━━━ Data records
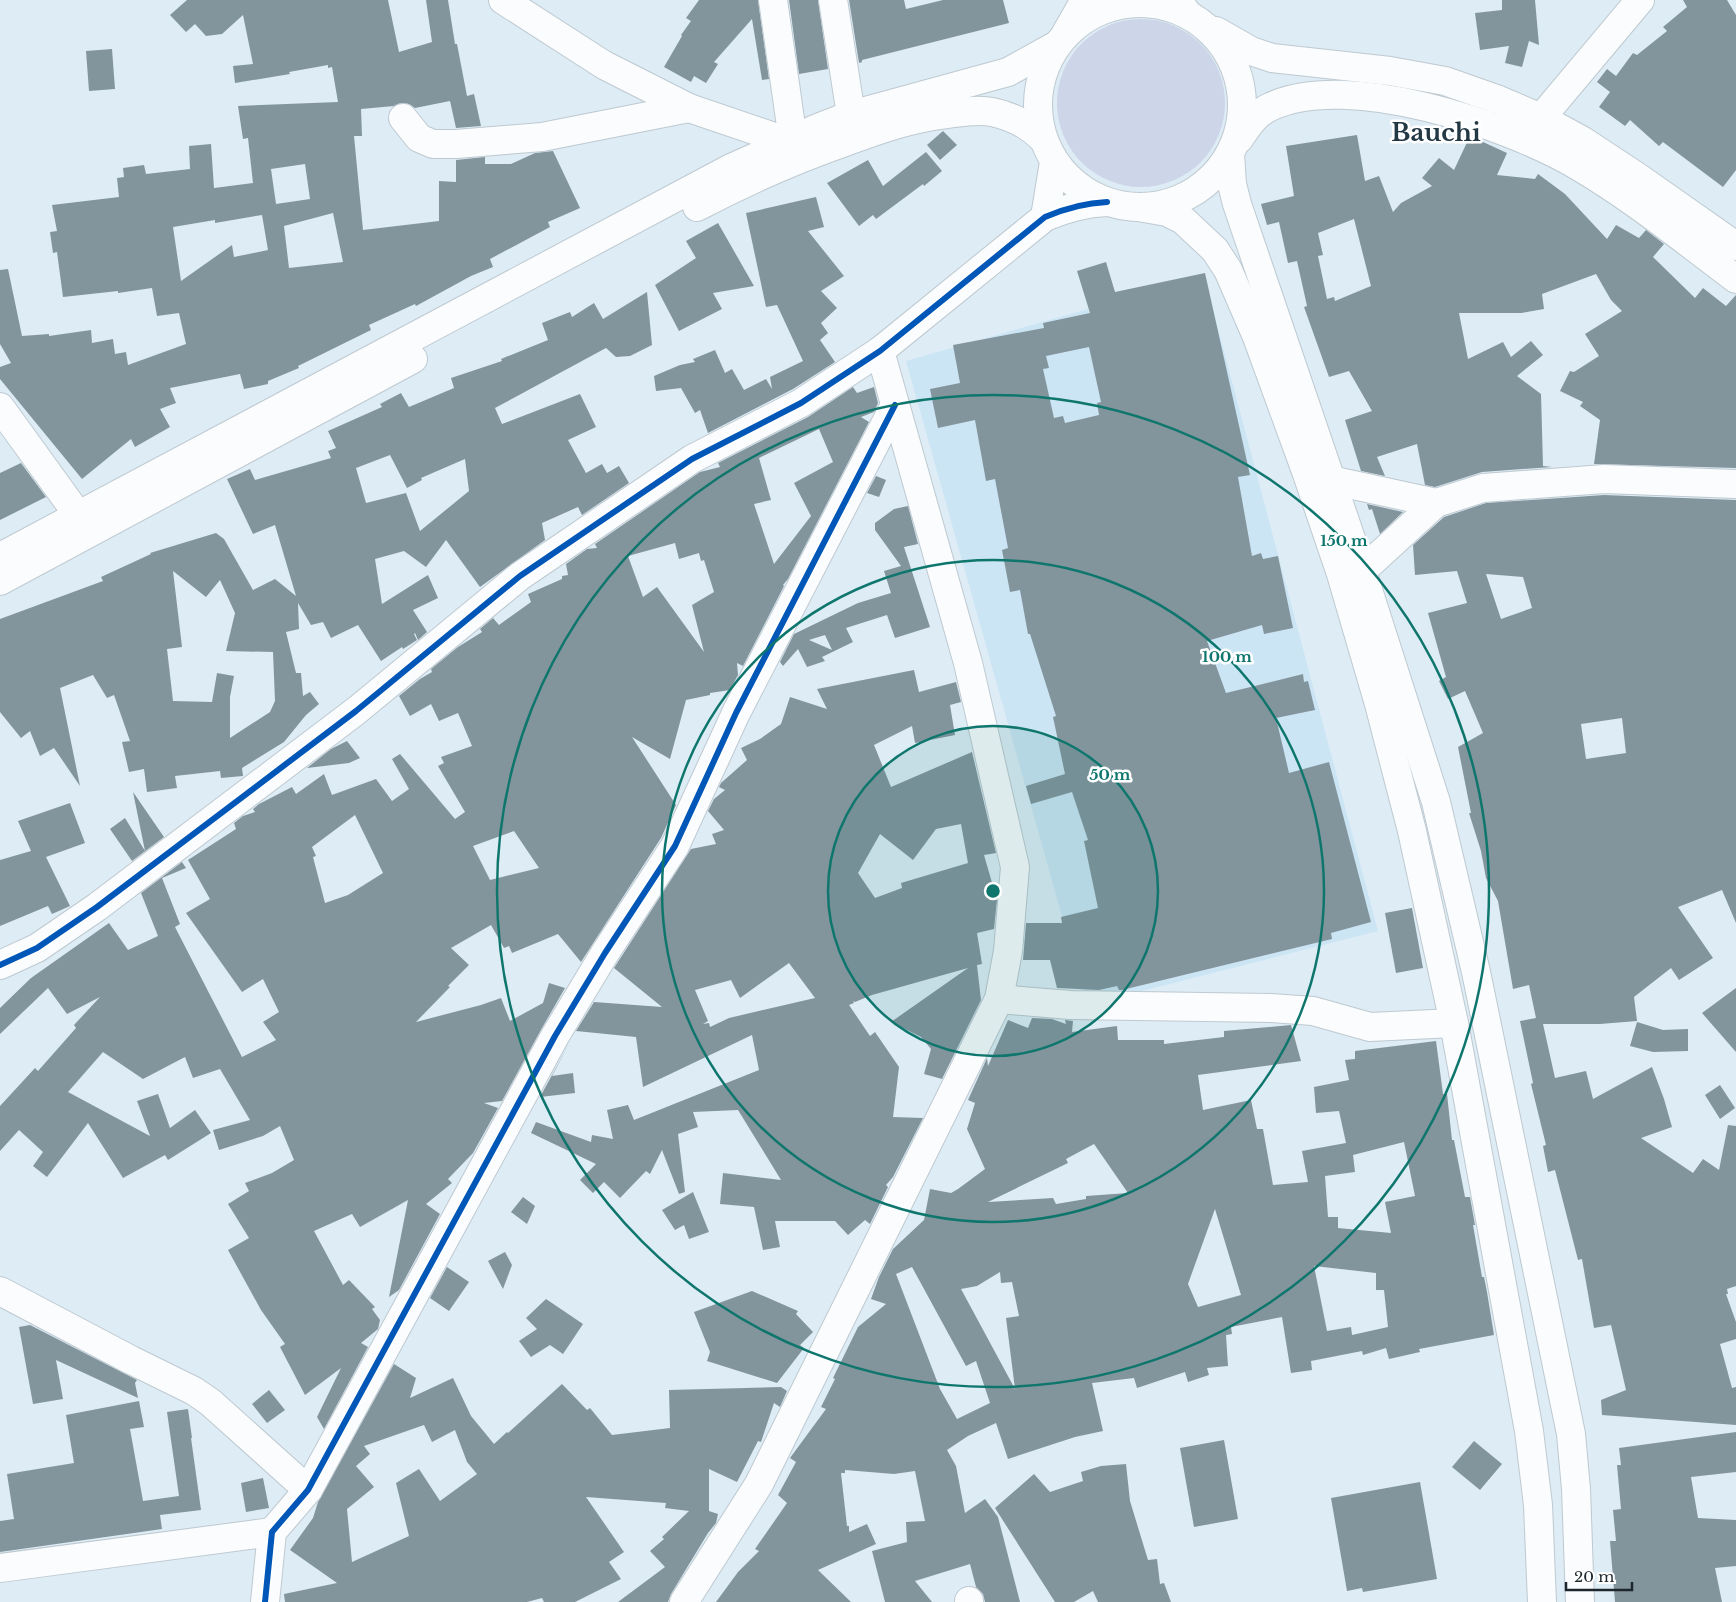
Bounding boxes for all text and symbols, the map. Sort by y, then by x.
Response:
district label: Bauchi [1391,118,1481,147]
text: 150 m [1320,531,1368,550]
text: 100 m [1202,647,1252,666]
text: 50 m [1090,765,1131,784]
centre of rings [984,882,1002,900]
scale bar [1566,1560,1632,1592]
text: 20 m [1574,1567,1614,1586]

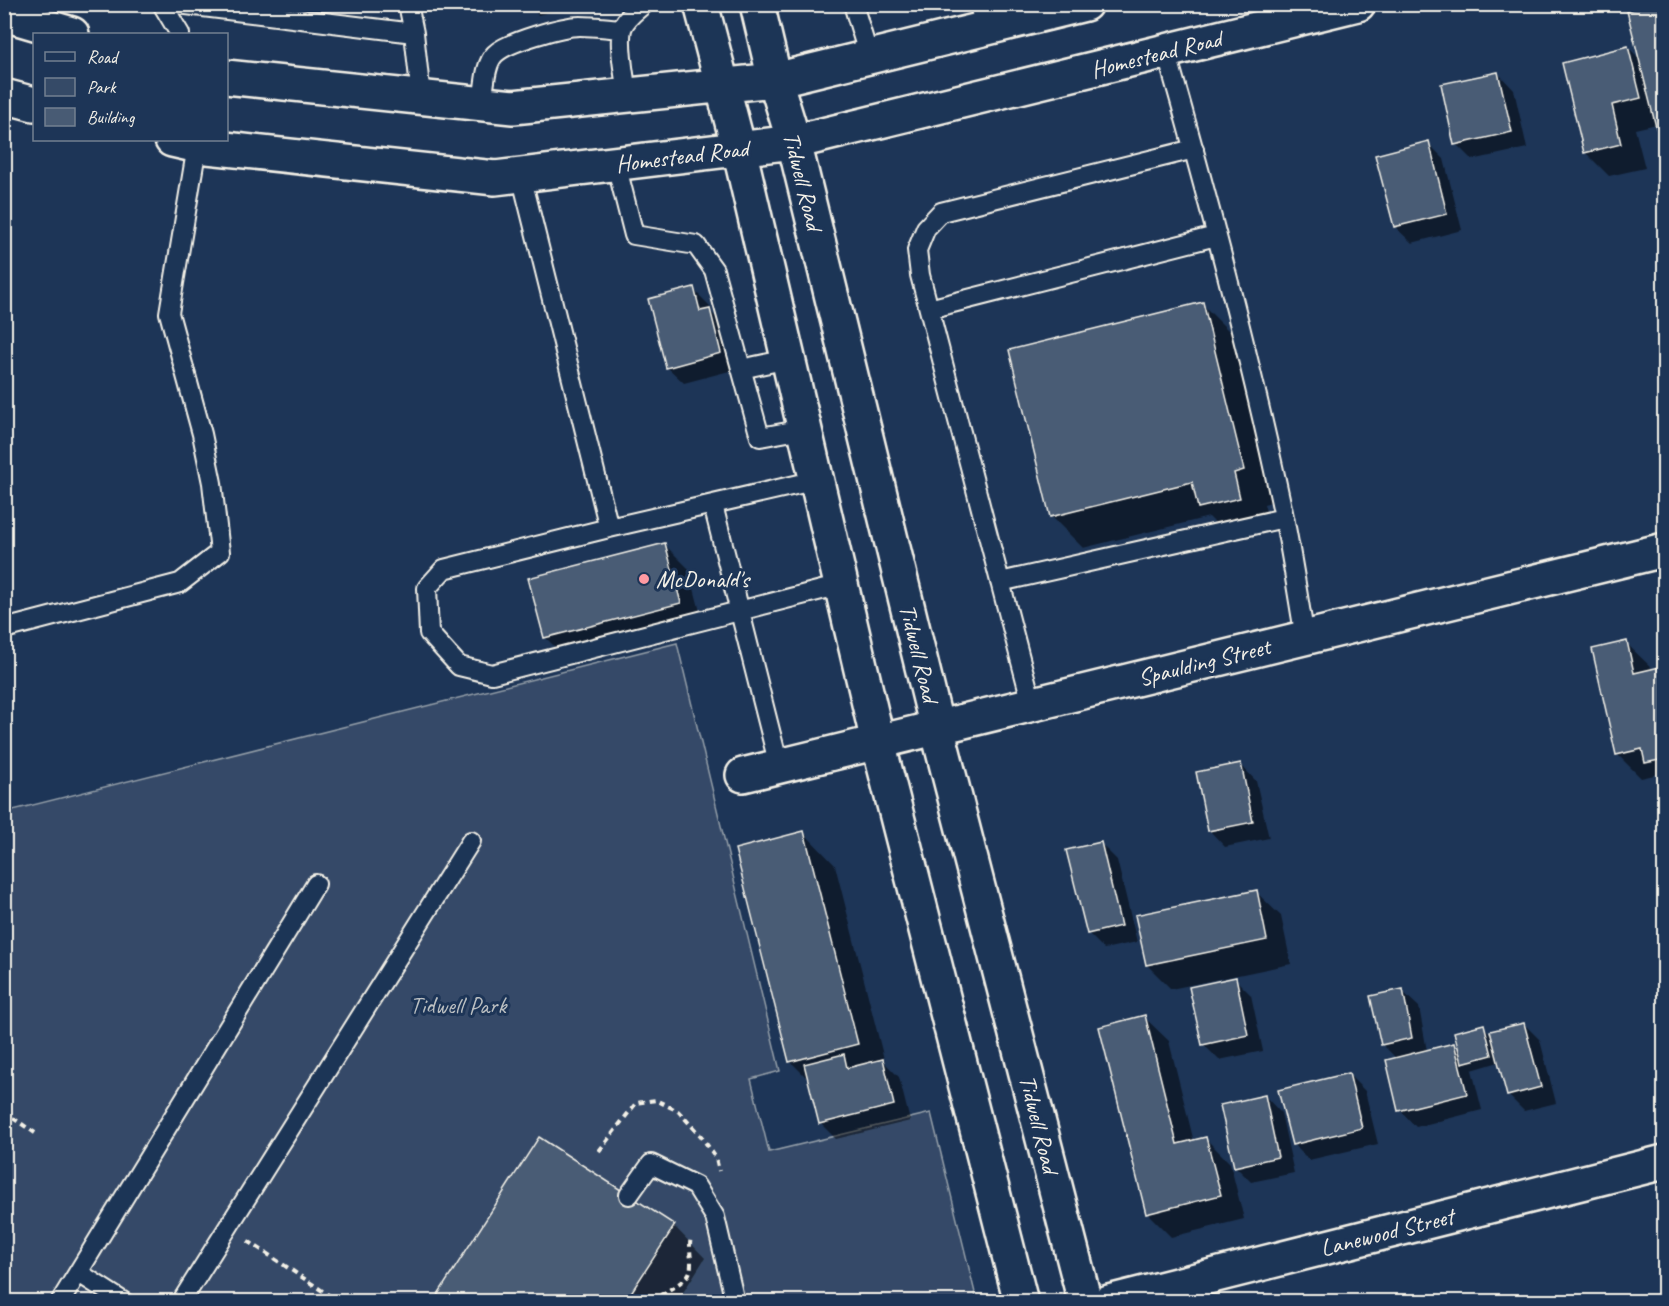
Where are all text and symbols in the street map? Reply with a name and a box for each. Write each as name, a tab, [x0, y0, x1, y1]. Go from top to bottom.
street label: Homestead Road	[1088, 22, 1228, 85]
legend	[33, 33, 228, 141]
text: Road	[87, 46, 120, 68]
text: Park	[87, 76, 117, 98]
text: Building	[87, 106, 136, 128]
street label: Tidwell Road	[776, 129, 831, 237]
street label: Homestead Road	[614, 133, 754, 179]
place label: McDonald's	[656, 564, 752, 594]
marker: McDonald's	[637, 572, 651, 586]
street label: Tidwell Road	[892, 601, 947, 709]
street label: Spaulding Street	[1135, 631, 1275, 693]
park label: Tidwell Park	[410, 990, 508, 1020]
street label: Tidwell Road	[1012, 1072, 1067, 1180]
street label: Lanewood Street	[1317, 1200, 1460, 1263]

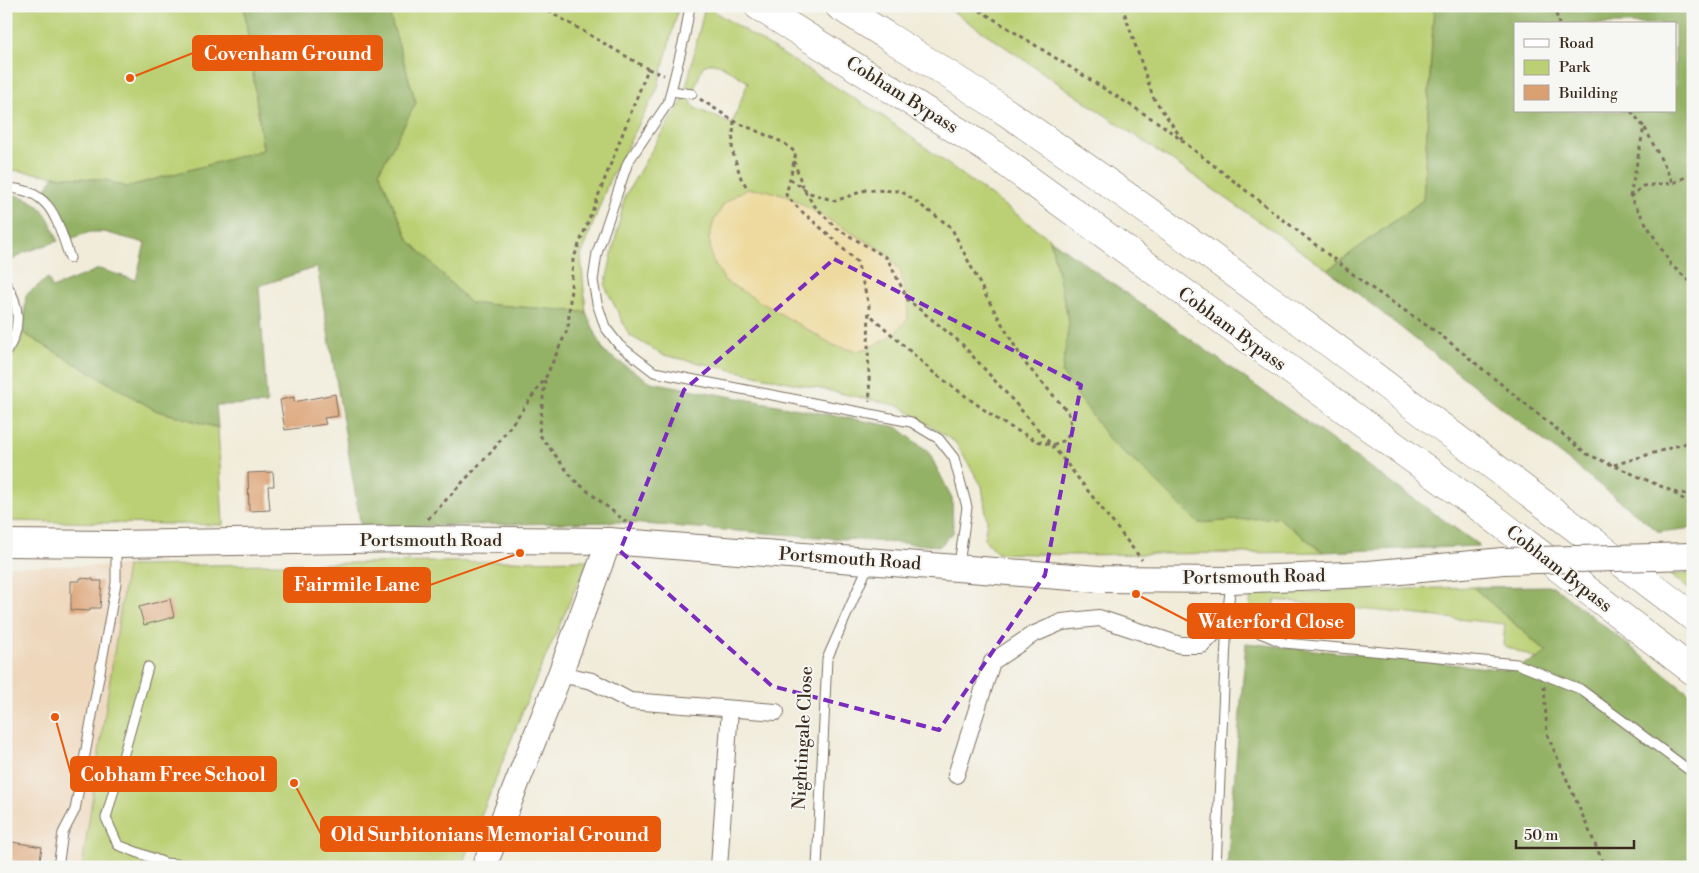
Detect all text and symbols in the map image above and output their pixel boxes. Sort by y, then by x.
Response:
legend [1514,22,1676,112]
text: Road [1559,34,1594,53]
callout: Covenham Ground [193,36,382,70]
text: Covenham Ground [204,42,372,66]
street label: Cobham Bypass [841,51,963,139]
text: Park [1559,58,1591,77]
text: Building [1558,84,1618,103]
street label: Cobham Bypass [1173,282,1291,376]
street label: Cobham Bypass [1501,520,1617,618]
street label: Portsmouth Road [360,529,503,552]
street label: Portsmouth Road [778,543,923,576]
street label: Portsmouth Road [1182,564,1326,590]
callout: Fairmile Lane [284,568,430,602]
text: Fairmile Lane [294,573,420,597]
callout: Waterford Close [1188,604,1354,638]
text: Waterford Close [1197,610,1344,634]
street label: Nightingale Close [788,666,818,810]
callout: Cobham Free School [71,757,276,791]
text: Cobham Free School [80,763,266,787]
callout: Old Surbitonians Memorial Ground [321,817,660,851]
scale bar [1516,818,1634,850]
text: Old Surbitonians Memorial Ground [331,823,649,847]
text: 50 m [1524,826,1558,845]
━━━━━━
### Work task
Reproduce every entry exactly; images stay out.

### Exercise output
Bounding boxes for all text and symbols, the map. Sort by y, then by x.
Response:
district label: Bauchi [1391,118,1481,147]
text: 150 m [1320,531,1368,550]
text: 100 m [1202,647,1252,666]
text: 50 m [1090,765,1131,784]
centre of rings [984,882,1002,900]
scale bar [1566,1560,1632,1592]
text: 20 m [1574,1567,1614,1586]

Where are all text and symbols in the street map? Reply with a name and a box for each. Write each as name, a tab, [x0, y0, x1, y1]. Go from top to bottom.
street label: Homestead Road	[1088, 22, 1228, 85]
legend	[33, 33, 228, 141]
text: Road	[87, 46, 120, 68]
text: Park	[87, 76, 117, 98]
text: Building	[87, 106, 136, 128]
street label: Tidwell Road	[776, 129, 831, 237]
street label: Homestead Road	[614, 133, 754, 179]
place label: McDonald's	[656, 564, 752, 594]
marker: McDonald's	[637, 572, 651, 586]
street label: Tidwell Road	[892, 601, 947, 709]
street label: Spaulding Street	[1135, 631, 1275, 693]
park label: Tidwell Park	[410, 990, 508, 1020]
street label: Tidwell Road	[1012, 1072, 1067, 1180]
street label: Lanewood Street	[1317, 1200, 1460, 1263]

Detect all text and symbols in the map image above and output their pixel boxes. Sort by y, then by x.
Response:
legend [1514,22,1676,112]
text: Road [1559,34,1594,53]
callout: Covenham Ground [193,36,382,70]
text: Covenham Ground [204,42,372,66]
street label: Cobham Bypass [841,51,963,139]
text: Park [1559,58,1591,77]
text: Building [1558,84,1618,103]
street label: Cobham Bypass [1173,282,1291,376]
street label: Cobham Bypass [1501,520,1617,618]
street label: Portsmouth Road [360,529,503,552]
street label: Portsmouth Road [778,543,923,576]
street label: Portsmouth Road [1182,564,1326,590]
callout: Fairmile Lane [284,568,430,602]
text: Fairmile Lane [294,573,420,597]
callout: Waterford Close [1188,604,1354,638]
text: Waterford Close [1197,610,1344,634]
street label: Nightingale Close [788,666,818,810]
callout: Cobham Free School [71,757,276,791]
text: Cobham Free School [80,763,266,787]
callout: Old Surbitonians Memorial Ground [321,817,660,851]
scale bar [1516,818,1634,850]
text: Old Surbitonians Memorial Ground [331,823,649,847]
text: 50 m [1524,826,1558,845]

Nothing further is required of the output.